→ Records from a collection
---+---

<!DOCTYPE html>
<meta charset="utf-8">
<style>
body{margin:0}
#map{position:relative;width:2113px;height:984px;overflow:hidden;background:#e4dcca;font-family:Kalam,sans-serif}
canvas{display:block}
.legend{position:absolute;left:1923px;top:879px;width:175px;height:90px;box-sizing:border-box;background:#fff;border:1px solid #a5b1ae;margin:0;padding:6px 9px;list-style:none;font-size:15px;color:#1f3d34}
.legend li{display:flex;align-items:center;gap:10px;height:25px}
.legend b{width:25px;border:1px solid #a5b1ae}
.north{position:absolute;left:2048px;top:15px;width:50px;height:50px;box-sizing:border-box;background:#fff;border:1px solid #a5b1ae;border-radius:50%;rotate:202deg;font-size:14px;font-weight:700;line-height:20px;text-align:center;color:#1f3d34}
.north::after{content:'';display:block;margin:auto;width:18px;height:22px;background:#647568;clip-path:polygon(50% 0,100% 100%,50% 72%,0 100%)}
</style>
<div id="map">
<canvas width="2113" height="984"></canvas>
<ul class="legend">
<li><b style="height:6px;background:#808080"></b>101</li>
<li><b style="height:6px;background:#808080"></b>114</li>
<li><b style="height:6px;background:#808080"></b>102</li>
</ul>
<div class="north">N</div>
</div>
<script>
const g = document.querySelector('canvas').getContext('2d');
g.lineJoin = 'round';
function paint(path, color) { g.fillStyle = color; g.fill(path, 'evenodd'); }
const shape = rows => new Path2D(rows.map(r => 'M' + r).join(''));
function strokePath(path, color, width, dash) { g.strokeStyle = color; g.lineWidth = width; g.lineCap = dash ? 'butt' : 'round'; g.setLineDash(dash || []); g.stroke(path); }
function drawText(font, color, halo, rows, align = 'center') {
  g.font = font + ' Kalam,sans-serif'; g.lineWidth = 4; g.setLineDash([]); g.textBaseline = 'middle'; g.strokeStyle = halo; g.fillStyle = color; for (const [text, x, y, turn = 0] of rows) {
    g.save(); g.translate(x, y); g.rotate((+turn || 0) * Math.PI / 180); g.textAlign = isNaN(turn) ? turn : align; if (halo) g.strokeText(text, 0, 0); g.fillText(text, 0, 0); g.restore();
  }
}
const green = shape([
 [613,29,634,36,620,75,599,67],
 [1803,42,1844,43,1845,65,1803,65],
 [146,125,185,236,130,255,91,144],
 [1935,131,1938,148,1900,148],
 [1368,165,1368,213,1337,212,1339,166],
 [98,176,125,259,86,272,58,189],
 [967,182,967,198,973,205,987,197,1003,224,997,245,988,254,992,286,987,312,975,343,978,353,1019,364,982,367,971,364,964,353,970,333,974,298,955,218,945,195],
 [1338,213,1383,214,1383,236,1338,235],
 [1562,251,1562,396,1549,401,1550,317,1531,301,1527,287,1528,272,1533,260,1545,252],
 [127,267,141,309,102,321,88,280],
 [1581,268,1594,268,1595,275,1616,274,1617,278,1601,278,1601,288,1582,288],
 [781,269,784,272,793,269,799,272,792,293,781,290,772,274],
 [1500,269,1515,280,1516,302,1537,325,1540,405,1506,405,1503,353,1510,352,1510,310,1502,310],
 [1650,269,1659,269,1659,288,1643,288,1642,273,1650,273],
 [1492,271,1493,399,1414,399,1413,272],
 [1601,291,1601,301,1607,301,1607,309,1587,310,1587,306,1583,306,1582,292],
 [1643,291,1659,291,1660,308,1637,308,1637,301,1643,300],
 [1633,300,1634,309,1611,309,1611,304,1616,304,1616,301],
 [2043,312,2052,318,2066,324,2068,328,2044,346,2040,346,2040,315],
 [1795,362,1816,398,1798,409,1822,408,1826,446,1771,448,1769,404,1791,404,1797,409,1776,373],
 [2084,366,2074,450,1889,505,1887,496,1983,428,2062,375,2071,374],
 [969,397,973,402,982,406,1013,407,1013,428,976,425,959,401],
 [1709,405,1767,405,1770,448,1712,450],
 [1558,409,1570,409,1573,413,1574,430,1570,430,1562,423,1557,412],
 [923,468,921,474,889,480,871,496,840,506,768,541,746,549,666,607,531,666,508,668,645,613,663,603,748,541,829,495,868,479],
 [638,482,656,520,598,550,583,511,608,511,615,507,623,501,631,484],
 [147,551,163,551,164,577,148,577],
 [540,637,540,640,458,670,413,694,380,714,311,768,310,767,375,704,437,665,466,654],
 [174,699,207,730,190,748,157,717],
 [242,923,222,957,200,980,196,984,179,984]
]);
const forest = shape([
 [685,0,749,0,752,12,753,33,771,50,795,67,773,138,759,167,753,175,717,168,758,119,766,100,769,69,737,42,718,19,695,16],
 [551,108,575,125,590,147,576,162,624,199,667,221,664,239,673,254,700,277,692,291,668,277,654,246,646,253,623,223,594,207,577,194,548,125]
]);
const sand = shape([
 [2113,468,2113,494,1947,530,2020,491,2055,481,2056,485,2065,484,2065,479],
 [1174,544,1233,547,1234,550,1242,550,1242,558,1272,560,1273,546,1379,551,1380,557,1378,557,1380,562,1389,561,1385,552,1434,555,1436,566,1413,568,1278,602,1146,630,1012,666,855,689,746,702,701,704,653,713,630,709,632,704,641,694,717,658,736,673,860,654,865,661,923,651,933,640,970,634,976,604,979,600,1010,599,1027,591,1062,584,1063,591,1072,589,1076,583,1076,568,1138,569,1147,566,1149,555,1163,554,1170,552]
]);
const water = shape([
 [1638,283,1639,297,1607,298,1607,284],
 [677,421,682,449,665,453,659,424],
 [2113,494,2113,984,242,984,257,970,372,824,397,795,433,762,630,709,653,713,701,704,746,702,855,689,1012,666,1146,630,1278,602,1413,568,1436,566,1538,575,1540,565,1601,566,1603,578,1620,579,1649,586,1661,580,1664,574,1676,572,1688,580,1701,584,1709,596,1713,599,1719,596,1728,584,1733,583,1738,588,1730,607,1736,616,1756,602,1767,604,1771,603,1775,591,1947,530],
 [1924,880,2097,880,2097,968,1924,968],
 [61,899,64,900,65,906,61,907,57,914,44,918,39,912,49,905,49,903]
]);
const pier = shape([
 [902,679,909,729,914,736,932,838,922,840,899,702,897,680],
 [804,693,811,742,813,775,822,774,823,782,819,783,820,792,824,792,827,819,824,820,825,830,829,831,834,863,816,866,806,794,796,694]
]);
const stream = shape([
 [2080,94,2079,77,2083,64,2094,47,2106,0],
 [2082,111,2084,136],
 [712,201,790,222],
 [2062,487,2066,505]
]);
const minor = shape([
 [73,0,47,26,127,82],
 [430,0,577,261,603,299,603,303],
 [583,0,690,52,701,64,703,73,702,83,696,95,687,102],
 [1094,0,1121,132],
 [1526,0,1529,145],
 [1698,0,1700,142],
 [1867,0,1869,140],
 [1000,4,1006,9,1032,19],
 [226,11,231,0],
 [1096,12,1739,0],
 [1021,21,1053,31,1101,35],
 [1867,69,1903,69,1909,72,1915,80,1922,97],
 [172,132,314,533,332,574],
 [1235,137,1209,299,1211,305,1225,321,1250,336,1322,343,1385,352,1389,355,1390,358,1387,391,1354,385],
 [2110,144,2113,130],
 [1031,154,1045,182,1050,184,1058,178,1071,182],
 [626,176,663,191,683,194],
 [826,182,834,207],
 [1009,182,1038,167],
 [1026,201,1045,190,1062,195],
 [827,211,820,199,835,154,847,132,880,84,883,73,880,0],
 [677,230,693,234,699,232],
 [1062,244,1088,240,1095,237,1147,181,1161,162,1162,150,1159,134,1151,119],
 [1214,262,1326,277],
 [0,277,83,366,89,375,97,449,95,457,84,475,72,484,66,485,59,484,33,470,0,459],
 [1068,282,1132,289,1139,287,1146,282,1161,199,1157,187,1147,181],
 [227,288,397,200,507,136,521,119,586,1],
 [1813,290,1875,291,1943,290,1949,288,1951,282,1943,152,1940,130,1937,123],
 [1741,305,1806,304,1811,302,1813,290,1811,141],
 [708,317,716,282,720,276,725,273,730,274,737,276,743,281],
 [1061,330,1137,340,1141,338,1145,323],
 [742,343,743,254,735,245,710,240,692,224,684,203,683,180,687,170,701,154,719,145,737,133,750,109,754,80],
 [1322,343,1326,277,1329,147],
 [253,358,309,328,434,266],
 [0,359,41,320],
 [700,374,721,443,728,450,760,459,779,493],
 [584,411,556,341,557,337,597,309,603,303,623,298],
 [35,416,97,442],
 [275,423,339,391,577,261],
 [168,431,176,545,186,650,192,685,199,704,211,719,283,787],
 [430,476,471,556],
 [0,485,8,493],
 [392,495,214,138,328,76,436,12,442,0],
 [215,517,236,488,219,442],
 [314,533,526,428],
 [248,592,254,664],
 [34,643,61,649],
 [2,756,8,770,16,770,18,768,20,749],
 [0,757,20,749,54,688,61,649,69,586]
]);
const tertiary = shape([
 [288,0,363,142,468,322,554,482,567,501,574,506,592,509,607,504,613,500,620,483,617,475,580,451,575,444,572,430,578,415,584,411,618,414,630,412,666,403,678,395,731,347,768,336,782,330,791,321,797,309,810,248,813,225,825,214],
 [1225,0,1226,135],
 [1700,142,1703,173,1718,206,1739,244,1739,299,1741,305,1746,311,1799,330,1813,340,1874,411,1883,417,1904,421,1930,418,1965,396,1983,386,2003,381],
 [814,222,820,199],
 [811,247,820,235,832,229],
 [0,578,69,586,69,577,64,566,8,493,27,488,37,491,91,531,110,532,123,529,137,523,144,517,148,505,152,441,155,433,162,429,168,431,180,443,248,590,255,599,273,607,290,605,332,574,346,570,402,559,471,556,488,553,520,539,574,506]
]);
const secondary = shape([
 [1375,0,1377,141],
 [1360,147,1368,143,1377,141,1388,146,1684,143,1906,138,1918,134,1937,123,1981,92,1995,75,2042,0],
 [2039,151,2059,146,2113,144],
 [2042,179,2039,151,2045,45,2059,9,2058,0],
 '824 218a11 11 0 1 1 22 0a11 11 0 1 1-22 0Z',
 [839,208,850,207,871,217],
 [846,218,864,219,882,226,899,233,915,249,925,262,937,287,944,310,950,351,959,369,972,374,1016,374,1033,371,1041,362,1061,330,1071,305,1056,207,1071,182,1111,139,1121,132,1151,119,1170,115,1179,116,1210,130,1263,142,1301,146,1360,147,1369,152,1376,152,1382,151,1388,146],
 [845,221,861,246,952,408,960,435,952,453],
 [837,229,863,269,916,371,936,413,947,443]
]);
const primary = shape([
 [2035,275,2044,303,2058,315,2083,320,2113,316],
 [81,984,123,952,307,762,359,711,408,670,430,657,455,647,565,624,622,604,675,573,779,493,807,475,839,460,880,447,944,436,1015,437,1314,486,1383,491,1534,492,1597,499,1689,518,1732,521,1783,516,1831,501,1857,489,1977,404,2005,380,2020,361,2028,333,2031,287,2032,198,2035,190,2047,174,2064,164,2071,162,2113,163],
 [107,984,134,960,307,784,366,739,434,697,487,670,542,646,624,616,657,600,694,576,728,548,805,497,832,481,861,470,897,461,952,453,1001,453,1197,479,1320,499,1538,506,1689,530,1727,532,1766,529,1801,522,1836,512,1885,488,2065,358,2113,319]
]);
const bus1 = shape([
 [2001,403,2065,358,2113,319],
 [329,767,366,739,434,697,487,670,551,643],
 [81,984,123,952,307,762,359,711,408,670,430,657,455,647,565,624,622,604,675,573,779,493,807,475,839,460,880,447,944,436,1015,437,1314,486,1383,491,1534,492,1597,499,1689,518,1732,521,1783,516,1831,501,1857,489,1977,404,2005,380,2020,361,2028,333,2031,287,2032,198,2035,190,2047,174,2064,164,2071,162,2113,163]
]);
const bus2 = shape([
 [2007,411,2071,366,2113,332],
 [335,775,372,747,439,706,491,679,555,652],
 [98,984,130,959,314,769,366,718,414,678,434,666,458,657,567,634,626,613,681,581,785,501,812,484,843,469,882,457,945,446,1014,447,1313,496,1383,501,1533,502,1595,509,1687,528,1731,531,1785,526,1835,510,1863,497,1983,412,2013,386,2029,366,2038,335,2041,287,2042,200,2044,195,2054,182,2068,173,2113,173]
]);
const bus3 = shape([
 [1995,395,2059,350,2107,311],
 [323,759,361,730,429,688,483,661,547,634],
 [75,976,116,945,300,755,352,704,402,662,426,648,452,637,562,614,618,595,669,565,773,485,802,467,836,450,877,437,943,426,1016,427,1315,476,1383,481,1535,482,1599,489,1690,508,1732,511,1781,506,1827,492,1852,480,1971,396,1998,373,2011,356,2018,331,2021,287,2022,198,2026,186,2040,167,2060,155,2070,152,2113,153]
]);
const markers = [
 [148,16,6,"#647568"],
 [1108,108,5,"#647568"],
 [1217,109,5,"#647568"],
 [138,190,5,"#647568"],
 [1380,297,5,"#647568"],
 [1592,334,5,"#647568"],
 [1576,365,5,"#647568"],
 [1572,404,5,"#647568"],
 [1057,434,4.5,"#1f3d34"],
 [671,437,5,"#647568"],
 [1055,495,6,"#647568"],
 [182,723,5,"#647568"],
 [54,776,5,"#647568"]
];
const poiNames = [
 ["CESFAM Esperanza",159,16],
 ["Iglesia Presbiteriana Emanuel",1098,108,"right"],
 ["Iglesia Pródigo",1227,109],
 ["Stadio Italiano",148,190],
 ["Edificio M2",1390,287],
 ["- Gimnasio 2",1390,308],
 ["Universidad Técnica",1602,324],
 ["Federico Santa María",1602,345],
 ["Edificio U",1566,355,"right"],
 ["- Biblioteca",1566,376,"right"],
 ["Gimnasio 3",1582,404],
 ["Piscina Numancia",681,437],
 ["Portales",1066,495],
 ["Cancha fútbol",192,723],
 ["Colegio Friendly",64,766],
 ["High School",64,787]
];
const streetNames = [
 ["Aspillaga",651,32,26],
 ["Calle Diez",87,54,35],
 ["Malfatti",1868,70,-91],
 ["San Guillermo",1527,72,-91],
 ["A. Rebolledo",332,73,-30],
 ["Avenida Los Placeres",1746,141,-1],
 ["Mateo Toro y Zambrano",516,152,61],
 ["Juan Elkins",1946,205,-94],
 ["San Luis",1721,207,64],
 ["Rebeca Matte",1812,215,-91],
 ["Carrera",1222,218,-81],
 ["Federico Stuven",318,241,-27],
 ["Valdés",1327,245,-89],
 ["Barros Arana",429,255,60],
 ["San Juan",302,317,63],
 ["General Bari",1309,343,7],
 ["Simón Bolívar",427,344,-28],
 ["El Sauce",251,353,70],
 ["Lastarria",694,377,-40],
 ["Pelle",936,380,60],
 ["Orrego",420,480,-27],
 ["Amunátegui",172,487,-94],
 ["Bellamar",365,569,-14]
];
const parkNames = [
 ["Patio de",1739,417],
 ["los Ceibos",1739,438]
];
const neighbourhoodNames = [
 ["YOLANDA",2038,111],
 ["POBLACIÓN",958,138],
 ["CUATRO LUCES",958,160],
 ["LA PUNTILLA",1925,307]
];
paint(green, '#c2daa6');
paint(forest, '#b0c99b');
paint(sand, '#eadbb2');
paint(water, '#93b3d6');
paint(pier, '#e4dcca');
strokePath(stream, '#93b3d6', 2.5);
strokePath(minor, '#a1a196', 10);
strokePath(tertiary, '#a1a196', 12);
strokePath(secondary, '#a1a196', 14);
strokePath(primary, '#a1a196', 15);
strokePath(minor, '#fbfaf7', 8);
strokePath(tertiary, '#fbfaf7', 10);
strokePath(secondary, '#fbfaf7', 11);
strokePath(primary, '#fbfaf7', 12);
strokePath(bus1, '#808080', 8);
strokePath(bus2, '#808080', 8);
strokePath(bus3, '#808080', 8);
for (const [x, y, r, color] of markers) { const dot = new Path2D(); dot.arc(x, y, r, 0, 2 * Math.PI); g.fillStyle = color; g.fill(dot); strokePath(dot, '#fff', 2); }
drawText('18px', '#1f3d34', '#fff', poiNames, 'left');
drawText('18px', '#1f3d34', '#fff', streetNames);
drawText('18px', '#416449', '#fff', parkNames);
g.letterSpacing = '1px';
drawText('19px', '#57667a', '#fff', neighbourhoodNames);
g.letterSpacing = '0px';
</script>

---+---

→ Description of the task
This exercise requires the number of lines in the entries holding the word "function", written alone.

→ Answer box
3